Article includes irrelevant subscription and notification information

Open AndyTheFactory opened this issue 2 years ago • 1 comments

Issue by leesamu Tue Jul 24 21:57:52 2018 Originally opened as https://github.com/codelucas/newspaper/issues/600

Newspaper has been working better for me than any other substitute I can find. I'm using it in a project to scrape stories from a large variety of news domains. I've found that some domains include extra information about, in one particular case, email notifications. I think this is a more general problem, where extra text is sometimes collected, and important text is sometimes missed when parsing into Article.text. This is the cleaned text result of an article from "The Monitor," link found here:

https://www.themonitor.com/news/business/article_2dc1eb58-70fe-11e8-ba6b-7fdacdd2acb6.html

Close Get email notifications on ********* daily! Your notification has been saved. There was a problem saving your notification. Whenever ********** posts new content, you'll get an email delivered to your inbox with a link. Email notifications are only sent once a day, and only if there are new matching items.
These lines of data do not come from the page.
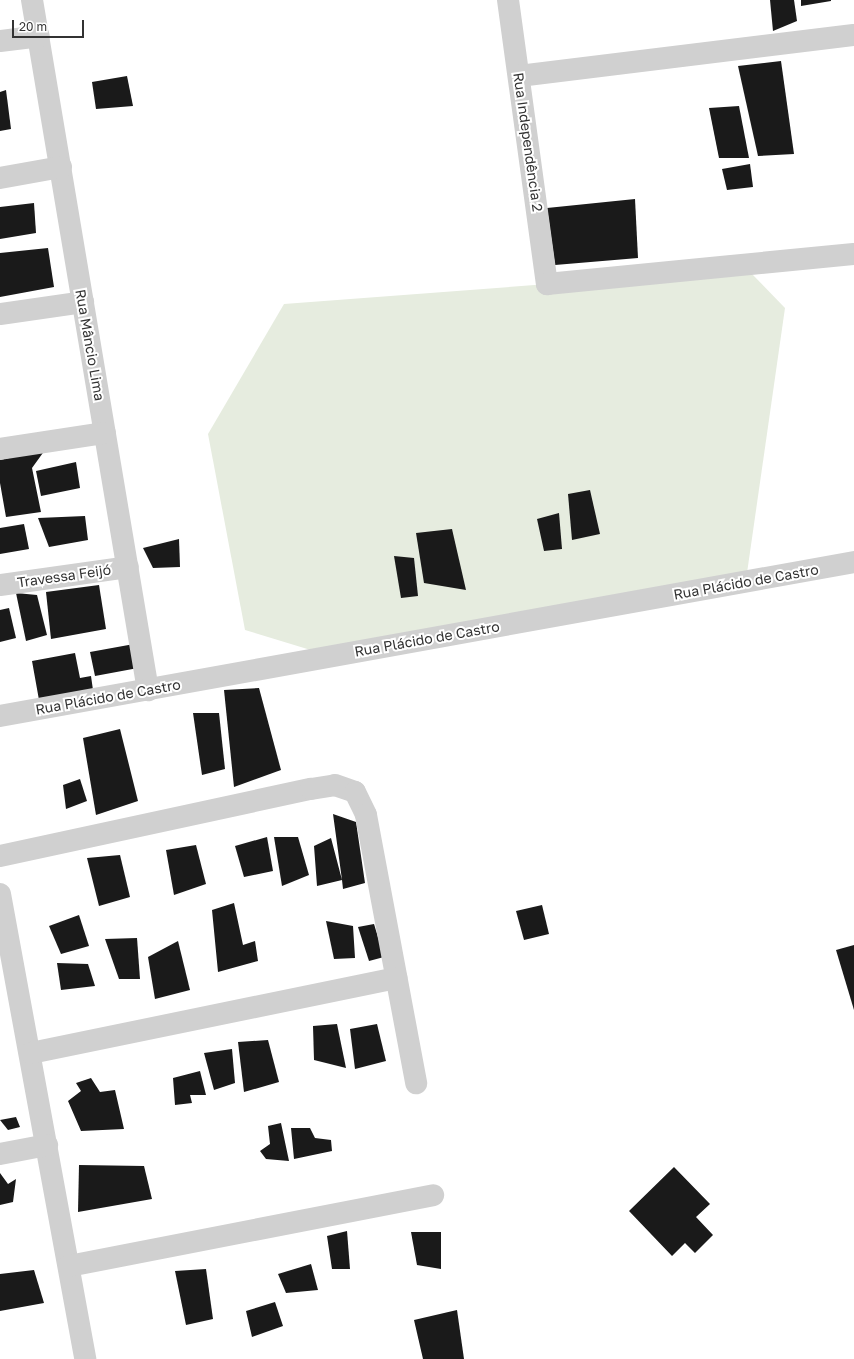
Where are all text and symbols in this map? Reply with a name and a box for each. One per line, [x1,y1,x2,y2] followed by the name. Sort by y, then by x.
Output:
[14,12,86,38] scale bar
[19,19,47,34] text: 20 m
[510,71,546,213] street label: Rua Independência 2
[72,288,108,402] street label: Rua Mâncio Lima
[16,561,112,591] street label: Travessa Feijó
[672,561,820,603] street label: Rua Plácido de Castro
[353,618,501,660] street label: Rua Plácido de Castro
[34,676,182,718] street label: Rua Plácido de Castro

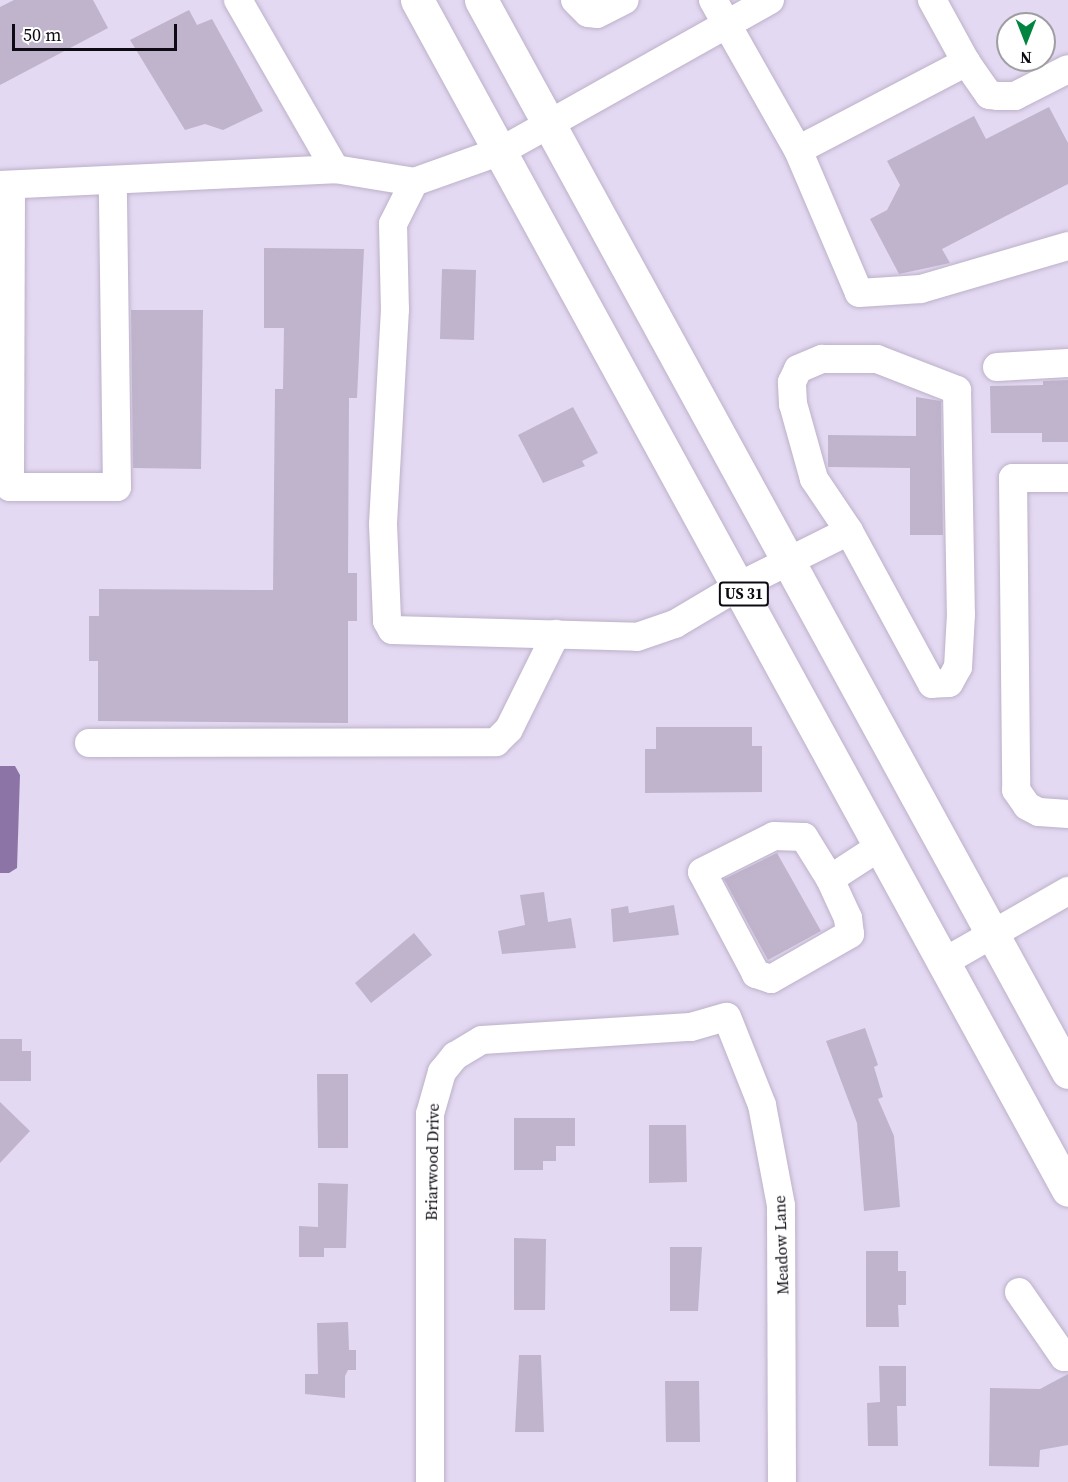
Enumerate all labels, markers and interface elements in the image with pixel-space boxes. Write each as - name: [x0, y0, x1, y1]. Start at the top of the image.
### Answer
- scale bar: [15, 12, 180, 50]
- north arrow: [996, 12, 1056, 72]
- text: 50 m: [23, 22, 61, 47]
- text: N: [1020, 47, 1032, 69]
- road number: US 31: [718, 582, 770, 606]
- street label: Briarwood Drive: [421, 1103, 443, 1221]
- street label: Meadow Lane: [770, 1195, 792, 1295]

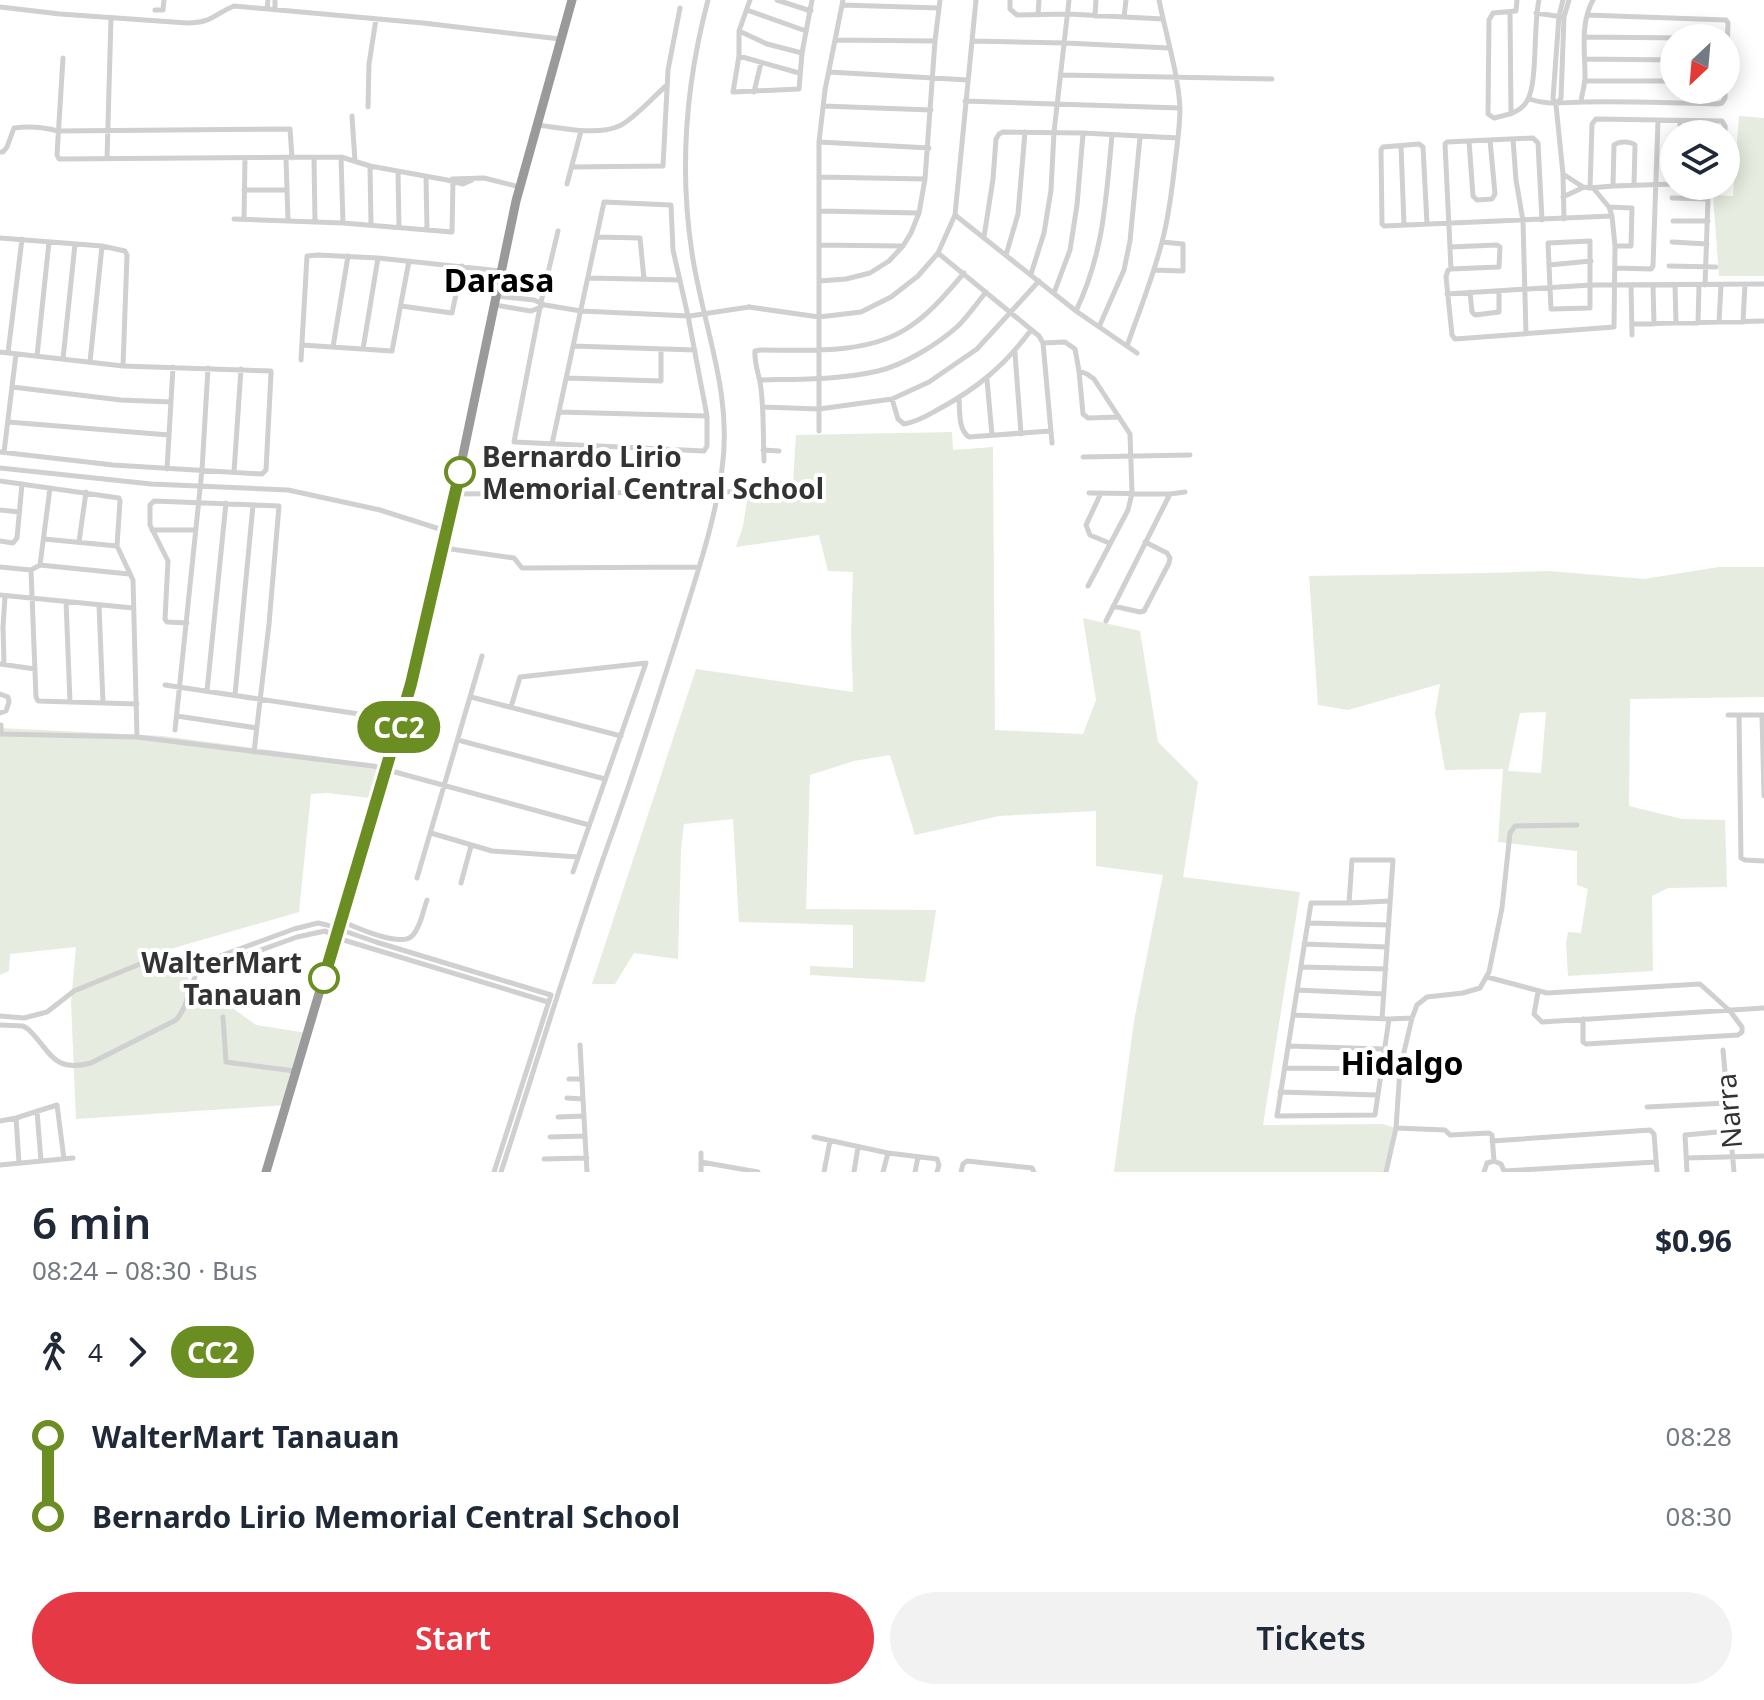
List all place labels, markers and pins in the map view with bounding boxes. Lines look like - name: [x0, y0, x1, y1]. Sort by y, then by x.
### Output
- place label: Bernardo Lirio Memorial Central School: [482, 437, 824, 507]
- marker: Bernardo Lirio Memorial Central School: [445, 457, 475, 487]
- place label: WalterMart Tanauan: [141, 943, 302, 1013]
- marker: WalterMart Tanauan: [309, 963, 339, 993]

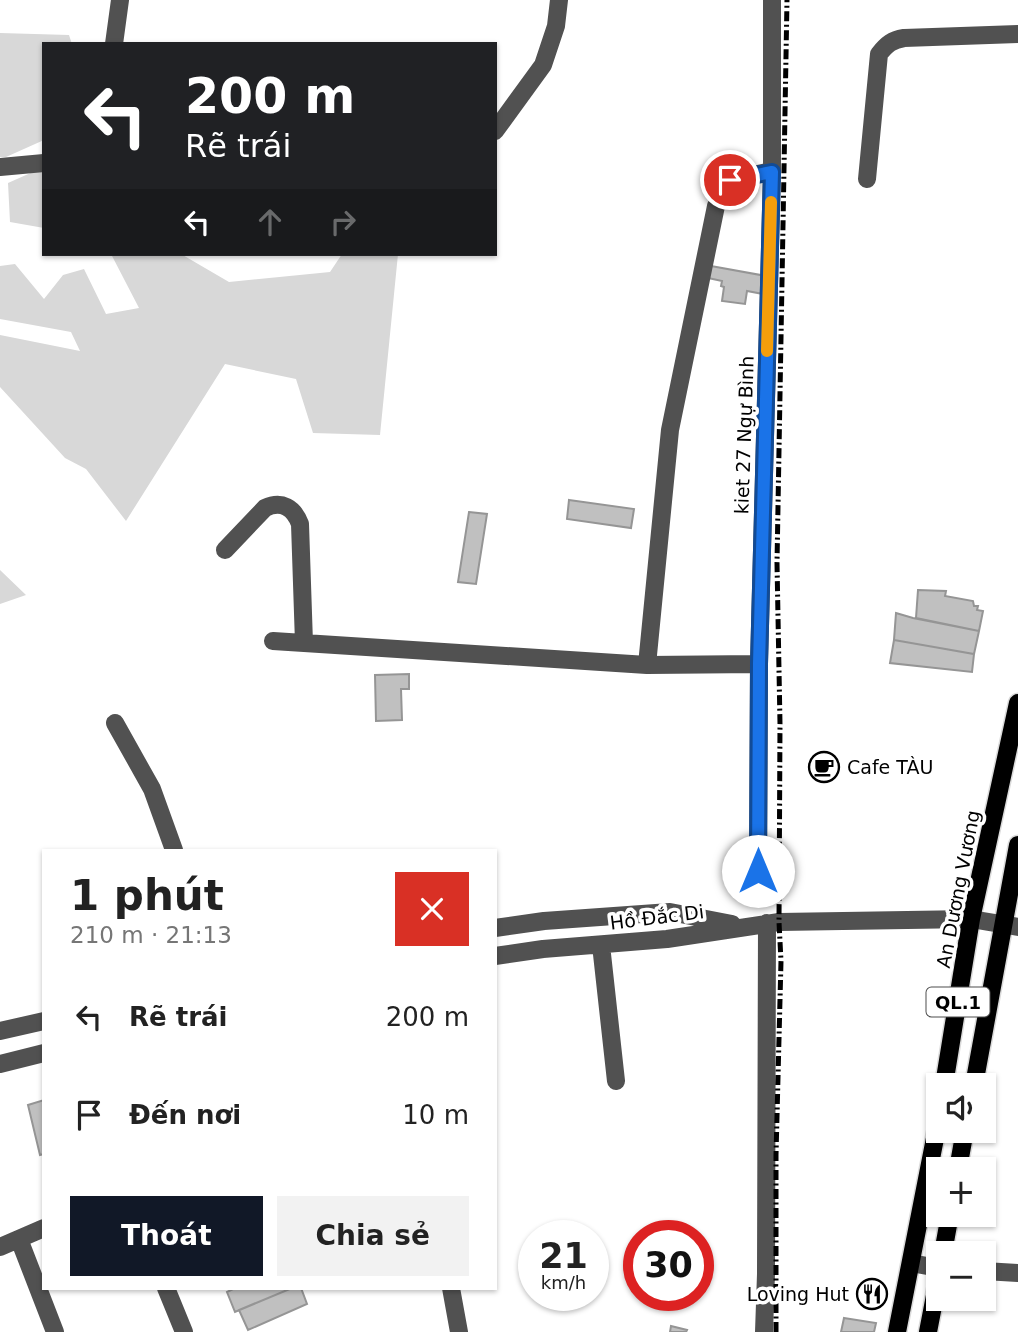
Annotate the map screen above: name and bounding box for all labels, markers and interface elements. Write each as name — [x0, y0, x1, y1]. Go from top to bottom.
text: 200 m — [185, 68, 355, 125]
icon: left — [70, 70, 161, 161]
text: Rẽ trái — [185, 127, 291, 165]
pin — [700, 150, 760, 210]
icon: arrive — [711, 161, 749, 199]
icon: left — [178, 203, 216, 241]
icon: ahead — [251, 203, 289, 241]
icon: right — [324, 203, 362, 241]
street label: kiet 27 Ngự Bình — [730, 355, 758, 515]
cafe icon: Cafe TÀU — [807, 750, 841, 784]
place label: Cafe TÀU — [847, 756, 933, 778]
street label: An Dương Vương — [932, 808, 984, 970]
position arrow — [721, 834, 795, 908]
text: 1 phút — [70, 871, 224, 920]
button: close — [395, 872, 469, 946]
street label: Hồ Đắc Di — [609, 900, 705, 934]
text: 210 m · 21:13 — [70, 922, 232, 948]
road number: QL.1 — [926, 987, 990, 1016]
icon: left — [70, 998, 108, 1036]
text: Rẽ trái — [129, 1002, 227, 1032]
text: 200 m — [386, 1002, 469, 1032]
map controls — [926, 1073, 996, 1311]
button: sound — [926, 1073, 996, 1143]
icon: arrive — [70, 1096, 108, 1134]
text: Đến nơi — [129, 1100, 241, 1130]
text: 10 m — [402, 1100, 469, 1130]
button: + — [926, 1157, 996, 1227]
button: Thoát — [70, 1196, 263, 1276]
button: Chia sẻ — [277, 1196, 469, 1276]
speed limit sign: 30 — [623, 1220, 714, 1311]
text: 21 — [539, 1236, 588, 1276]
button: − — [926, 1241, 996, 1311]
text: km/h — [541, 1272, 586, 1293]
restaurant icon: Loving Hut — [855, 1277, 889, 1311]
place label: Loving Hut — [747, 1283, 849, 1305]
There is an actual story on the page, but newspaper doesn't download any of it. Is there a good way to download only the article text from this domain, and other domains with similar problems. I'd especially like to avoid Article.text including any of the email notification text if possible.

Thank you if you're able to help. Newspaper has been an incredibly useful tool so far.

*Edit:

I've also found the same thing happen with the NYTimes, which is a much bigger problem. The article is correctly downloaded and parsed for the most part, but article.text includes a big paragraph on signing up to the NYTimes newsletter, which I posted below:

Newsletter Sign Up Continue reading the main story Please verify you're not a robot by clicking the box. Invalid email address. Please re-enter. You must select a newsletter to subscribe to. Sign Up You will receive emails containing news content , updates and promotions from The New York Times. You may opt-out at any time. You agree to receive occasional updates and special offers for The New York Times's products and services. Thank you for subscribing. An error has occurred. Please try again later. View all New York Times newsletters.

Oct 24 '23 12:10 AndyTheFactory

Comment by ekingery Mon Oct 15 21:36:56 2018

I am in a similar situation, in that I've found various minor issues with the way article content is parsed and extracted. Even if a bunch of relatively minor tweaks would be helpful (for example, using the <article> tag for this article which currently fails to parse properly), it's not clear to me that this library is actively maintained and would adopt them.

The approach I've taken is to use both newspaper and goose3. My code then compares the results in an attempt to choose the result that looks most correct. We default to newspaper, and I've seen plenty of cases where newspaper is correct and goose3 is not. YMMV. Hope that helps!

Oct 24 '23 12:10 AndyTheFactory